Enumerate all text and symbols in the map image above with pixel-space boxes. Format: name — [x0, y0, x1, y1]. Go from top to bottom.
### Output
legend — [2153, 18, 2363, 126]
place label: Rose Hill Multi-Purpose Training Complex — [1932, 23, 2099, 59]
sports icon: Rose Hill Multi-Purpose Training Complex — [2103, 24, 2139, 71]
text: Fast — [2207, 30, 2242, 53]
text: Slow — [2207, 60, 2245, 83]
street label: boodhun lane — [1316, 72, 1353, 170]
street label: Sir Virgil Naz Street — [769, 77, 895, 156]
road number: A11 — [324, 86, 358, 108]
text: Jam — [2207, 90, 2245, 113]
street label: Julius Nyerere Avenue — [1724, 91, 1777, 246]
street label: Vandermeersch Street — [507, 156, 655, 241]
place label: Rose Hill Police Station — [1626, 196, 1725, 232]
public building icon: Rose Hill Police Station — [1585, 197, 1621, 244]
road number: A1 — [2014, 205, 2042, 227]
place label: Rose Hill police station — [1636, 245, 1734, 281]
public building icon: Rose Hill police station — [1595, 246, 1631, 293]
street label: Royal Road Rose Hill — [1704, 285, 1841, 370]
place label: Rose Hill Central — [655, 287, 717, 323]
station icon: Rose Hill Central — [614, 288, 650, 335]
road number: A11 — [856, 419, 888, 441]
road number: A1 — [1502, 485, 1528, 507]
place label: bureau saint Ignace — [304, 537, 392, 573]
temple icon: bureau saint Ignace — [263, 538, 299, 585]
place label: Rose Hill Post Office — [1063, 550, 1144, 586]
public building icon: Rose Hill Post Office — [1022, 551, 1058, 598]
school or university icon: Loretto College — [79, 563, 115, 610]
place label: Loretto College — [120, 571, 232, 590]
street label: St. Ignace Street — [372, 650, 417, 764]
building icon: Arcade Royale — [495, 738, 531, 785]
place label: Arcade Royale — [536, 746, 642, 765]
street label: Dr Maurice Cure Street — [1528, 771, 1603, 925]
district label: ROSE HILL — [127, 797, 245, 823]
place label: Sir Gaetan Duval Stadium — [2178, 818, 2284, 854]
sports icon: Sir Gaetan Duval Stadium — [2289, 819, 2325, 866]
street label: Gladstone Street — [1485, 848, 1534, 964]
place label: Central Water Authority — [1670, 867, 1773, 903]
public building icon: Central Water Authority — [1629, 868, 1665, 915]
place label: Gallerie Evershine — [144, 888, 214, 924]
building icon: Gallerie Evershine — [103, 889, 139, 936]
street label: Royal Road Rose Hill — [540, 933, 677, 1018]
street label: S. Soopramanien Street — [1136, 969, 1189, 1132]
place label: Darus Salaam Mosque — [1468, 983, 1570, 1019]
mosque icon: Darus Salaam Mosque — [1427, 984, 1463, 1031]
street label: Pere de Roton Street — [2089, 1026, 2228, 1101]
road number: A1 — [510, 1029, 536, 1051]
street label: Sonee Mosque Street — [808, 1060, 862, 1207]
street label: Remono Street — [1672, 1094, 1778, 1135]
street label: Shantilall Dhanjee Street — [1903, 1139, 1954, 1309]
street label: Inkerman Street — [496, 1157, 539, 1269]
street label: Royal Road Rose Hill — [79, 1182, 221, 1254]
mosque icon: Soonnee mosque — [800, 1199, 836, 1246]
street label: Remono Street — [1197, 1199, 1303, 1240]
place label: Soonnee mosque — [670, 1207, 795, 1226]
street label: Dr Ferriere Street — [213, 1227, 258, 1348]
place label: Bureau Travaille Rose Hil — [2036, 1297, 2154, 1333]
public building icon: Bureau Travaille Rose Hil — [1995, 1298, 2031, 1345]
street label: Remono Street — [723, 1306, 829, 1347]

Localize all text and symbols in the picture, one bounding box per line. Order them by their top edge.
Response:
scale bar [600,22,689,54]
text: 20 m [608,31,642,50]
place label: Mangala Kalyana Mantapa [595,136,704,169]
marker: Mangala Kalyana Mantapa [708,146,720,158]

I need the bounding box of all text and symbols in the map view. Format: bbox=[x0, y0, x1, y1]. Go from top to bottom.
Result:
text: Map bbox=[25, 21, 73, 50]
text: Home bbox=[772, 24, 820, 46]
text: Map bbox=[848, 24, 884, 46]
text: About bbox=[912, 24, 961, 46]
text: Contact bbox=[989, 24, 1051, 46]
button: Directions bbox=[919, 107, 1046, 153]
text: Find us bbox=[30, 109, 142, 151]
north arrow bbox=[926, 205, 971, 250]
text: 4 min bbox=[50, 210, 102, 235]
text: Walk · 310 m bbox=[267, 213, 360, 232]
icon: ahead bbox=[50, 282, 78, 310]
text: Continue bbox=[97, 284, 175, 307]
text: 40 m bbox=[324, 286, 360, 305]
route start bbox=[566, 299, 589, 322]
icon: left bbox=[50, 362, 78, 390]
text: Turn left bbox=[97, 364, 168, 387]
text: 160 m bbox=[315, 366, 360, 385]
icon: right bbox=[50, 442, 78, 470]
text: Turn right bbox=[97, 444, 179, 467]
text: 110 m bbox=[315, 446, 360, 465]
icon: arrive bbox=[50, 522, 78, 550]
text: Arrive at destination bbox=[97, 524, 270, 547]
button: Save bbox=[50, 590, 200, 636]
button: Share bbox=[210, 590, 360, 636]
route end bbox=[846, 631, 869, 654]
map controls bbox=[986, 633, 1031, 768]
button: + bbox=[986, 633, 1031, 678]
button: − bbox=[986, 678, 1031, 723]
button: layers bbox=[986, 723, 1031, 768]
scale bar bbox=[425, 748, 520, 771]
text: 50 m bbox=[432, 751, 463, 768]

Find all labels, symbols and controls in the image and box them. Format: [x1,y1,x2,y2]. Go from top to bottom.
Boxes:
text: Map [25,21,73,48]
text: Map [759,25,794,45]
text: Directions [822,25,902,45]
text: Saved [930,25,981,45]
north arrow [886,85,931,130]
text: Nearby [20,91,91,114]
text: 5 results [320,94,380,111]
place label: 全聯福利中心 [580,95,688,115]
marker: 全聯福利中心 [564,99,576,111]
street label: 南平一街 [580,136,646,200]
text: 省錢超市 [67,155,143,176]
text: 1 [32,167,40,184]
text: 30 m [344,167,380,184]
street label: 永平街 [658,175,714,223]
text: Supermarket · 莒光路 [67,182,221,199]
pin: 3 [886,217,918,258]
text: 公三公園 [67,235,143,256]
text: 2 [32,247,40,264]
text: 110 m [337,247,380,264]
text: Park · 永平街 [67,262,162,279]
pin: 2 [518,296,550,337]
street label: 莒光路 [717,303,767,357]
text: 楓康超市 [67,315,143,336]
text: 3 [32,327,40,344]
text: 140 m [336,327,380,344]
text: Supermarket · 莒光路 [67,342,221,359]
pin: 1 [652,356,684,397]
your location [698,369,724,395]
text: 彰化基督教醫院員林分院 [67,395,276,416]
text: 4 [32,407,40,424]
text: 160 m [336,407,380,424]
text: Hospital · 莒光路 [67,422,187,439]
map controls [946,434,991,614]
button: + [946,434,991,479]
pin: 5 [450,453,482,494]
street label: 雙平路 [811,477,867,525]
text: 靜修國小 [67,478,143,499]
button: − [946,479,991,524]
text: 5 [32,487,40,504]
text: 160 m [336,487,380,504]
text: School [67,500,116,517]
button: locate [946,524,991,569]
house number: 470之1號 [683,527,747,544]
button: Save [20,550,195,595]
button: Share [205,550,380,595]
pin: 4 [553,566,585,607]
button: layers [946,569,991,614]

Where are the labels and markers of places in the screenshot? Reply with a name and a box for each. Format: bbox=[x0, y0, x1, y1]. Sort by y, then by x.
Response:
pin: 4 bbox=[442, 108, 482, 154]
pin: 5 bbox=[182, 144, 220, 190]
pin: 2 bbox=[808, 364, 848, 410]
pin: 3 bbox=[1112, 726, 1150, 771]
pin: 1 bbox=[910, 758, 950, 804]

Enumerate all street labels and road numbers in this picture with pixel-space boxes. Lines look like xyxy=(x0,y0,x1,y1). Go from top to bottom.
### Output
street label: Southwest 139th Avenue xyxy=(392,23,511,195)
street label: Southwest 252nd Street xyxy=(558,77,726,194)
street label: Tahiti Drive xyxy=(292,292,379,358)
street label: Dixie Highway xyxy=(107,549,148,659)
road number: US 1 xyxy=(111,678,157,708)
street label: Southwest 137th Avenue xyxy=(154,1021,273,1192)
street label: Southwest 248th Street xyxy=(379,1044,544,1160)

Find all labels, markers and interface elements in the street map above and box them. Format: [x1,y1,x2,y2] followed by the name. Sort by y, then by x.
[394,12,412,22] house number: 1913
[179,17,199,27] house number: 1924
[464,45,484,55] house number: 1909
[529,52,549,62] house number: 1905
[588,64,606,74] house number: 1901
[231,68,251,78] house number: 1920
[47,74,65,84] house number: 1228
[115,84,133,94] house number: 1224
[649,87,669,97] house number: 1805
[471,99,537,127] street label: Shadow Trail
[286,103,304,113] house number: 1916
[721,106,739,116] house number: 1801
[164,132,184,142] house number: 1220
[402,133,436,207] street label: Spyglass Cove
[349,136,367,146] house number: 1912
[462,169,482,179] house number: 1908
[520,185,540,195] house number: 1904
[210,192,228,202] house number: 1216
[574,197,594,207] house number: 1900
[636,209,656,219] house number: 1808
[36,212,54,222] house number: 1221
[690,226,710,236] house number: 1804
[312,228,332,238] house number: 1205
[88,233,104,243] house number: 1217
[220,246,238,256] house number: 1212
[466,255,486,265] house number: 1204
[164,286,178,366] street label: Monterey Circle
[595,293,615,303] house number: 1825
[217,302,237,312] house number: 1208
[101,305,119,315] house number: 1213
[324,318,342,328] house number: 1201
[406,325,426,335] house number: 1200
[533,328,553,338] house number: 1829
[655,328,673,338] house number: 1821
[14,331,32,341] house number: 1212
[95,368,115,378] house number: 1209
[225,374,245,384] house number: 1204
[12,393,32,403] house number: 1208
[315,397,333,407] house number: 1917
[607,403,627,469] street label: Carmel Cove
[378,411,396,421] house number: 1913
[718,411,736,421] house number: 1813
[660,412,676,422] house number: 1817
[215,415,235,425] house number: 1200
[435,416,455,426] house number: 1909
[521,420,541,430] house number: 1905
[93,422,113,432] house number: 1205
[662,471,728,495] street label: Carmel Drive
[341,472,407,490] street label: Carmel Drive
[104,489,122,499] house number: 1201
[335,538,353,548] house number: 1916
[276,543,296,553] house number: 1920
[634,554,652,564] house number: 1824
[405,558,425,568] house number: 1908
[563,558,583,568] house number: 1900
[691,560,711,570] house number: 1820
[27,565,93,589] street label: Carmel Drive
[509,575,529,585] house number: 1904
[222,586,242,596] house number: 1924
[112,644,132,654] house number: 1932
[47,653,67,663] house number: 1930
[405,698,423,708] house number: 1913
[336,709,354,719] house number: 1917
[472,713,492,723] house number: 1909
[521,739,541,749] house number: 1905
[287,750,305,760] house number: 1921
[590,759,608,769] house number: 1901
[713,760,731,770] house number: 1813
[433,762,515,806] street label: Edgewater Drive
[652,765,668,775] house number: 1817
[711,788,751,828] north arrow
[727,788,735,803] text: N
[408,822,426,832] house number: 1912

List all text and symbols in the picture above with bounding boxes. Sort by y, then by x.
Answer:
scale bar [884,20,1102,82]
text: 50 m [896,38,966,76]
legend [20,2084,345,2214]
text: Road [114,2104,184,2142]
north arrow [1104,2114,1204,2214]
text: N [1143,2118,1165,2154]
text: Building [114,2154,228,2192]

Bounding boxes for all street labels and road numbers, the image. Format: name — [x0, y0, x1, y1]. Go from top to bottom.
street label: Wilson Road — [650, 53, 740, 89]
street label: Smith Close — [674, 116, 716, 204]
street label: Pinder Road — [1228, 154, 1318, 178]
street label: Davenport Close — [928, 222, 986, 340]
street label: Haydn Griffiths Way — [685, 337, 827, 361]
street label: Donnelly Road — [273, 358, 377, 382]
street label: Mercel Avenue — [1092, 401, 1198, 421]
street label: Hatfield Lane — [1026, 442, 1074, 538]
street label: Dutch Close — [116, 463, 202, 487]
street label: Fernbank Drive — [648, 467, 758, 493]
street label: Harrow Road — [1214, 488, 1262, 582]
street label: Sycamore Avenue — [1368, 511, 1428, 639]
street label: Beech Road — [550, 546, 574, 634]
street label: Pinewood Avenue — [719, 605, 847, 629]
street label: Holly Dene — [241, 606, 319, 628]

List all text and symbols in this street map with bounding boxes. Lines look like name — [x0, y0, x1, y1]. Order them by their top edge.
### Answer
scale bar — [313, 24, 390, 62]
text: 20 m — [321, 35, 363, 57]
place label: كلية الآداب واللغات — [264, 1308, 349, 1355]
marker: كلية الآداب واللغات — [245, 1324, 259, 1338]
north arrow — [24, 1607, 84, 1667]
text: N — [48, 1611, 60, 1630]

---------------

-- Required action --
Count the lines in the data that contain the string "Evershine", and give nothing but that number.

-- Task response --
2